Smile is a free Macintosh computer programming and working environment based on AppleScript. Smile is primarily designed for scientists, engineers, desktop publishers, and web applications developers, to help them automate frequent tasks and control complex operations.

History 
Smile was first released in 1995 as SMILE (in upper case). The acronym stood for SMI, Limited Edition, with SMI standing for Scriptable Measurements on Images. SMI is software developed by Satimage Software, a French company engaged in machine vision technology, to automate real-time measurement and inspection systems for industrial plants.

SMI is really a core engine, written in C/C++, which alone does nothing: it requires an interface, and that interface's behavior is programmed in AppleScript, in scripts. SMI's core implements the key features of the software and publishes them to AppleScript. Basically, Smile is just SMI, without real-time video processing features.

The need for 2D and 3D real-time visualization (of the measurements) gave rise to SmileLab. More recently, web-based control of facilities becomes a standard, and Smile is now also a web applications server and a web browser.

Smile 

The technologies included in Smile:
 AppleScript Terminal windows,
 an AppleScript editor with many helpers,
 an editor of scripted interfaces,
 a web browser,
 a proprietary URL protocol to make HTML interfaces and have them send events to scripts,
 a text editor for ASCII and Unicode, with a search-and-replace tool supporting Regular Expressions,
 a XML editor,
 a Regular Expression engine,
 an XML and p-list engine,
 a 2D graphic engine, to program vectorial PDF graphics by script,
 fast mathematical commands on numbers, arrays and matrices,
 commands for driving industrial interfaces: RS-232 serial communication, digital I/O, LED display,
 a smile software for editing,
 TextExpander (5.1.2).

SmileLab 

Smile provides an Aqua interface to make any data graph "manually" and libraries of commands to make graphs and process data by a script (SmileLab can display at any moment the script corresponding to the user's action.)

Performances 
The mathematical commands are optimized. Graphical documents (PDFs, bitmaps, videos of 1D, 2D, and 3D graphs, and custom graphics) are of professional printable quality.
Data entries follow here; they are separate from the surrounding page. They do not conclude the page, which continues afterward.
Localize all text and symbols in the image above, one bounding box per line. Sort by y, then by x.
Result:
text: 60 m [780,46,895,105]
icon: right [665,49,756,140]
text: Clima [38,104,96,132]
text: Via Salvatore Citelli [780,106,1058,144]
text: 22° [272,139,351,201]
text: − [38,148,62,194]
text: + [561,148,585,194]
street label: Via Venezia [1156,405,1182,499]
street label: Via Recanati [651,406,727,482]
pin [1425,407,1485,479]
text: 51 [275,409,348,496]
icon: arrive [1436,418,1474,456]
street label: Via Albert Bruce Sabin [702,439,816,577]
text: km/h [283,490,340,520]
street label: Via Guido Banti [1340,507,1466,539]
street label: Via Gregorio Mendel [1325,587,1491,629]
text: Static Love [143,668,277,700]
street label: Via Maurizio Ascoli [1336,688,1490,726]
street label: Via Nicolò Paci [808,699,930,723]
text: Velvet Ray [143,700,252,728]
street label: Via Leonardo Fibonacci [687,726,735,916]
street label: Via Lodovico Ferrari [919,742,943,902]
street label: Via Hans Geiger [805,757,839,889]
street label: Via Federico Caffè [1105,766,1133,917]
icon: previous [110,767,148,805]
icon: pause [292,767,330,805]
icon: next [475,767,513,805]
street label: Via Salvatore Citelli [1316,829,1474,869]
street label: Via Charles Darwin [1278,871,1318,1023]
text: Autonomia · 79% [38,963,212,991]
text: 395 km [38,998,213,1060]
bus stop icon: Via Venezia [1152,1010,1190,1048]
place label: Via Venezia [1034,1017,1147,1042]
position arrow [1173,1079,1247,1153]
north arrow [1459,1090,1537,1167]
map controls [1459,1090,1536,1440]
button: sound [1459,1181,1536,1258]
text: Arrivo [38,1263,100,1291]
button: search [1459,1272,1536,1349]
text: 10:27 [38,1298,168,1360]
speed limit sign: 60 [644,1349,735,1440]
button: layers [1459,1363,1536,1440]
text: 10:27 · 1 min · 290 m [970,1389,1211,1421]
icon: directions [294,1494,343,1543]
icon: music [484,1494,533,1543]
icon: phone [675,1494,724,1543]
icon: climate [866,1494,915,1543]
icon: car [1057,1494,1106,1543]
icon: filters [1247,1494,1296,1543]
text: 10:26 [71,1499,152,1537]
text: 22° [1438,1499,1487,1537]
Computational extensions can be written in C or C++. Smile handles the most usual data file formats, and extensions for other file formats can be plugged in.

Smile Server 

Smile Server is a bridge between a CGI program and AppleScript. This works by Smile opening a server port. A specific CGI, included, makes an HTTP request into a p-list (Apple's associative array XML format) and sends it to Smile Server on that port (specified in a configuration file). Asynchronous as well as synchronous behaviours are implemented, allowing Smile Server to be used as an alternate solution to .asp or .php to build dynamic sites, including AJAX-based websites.

Smile also handles XML-RPC requests.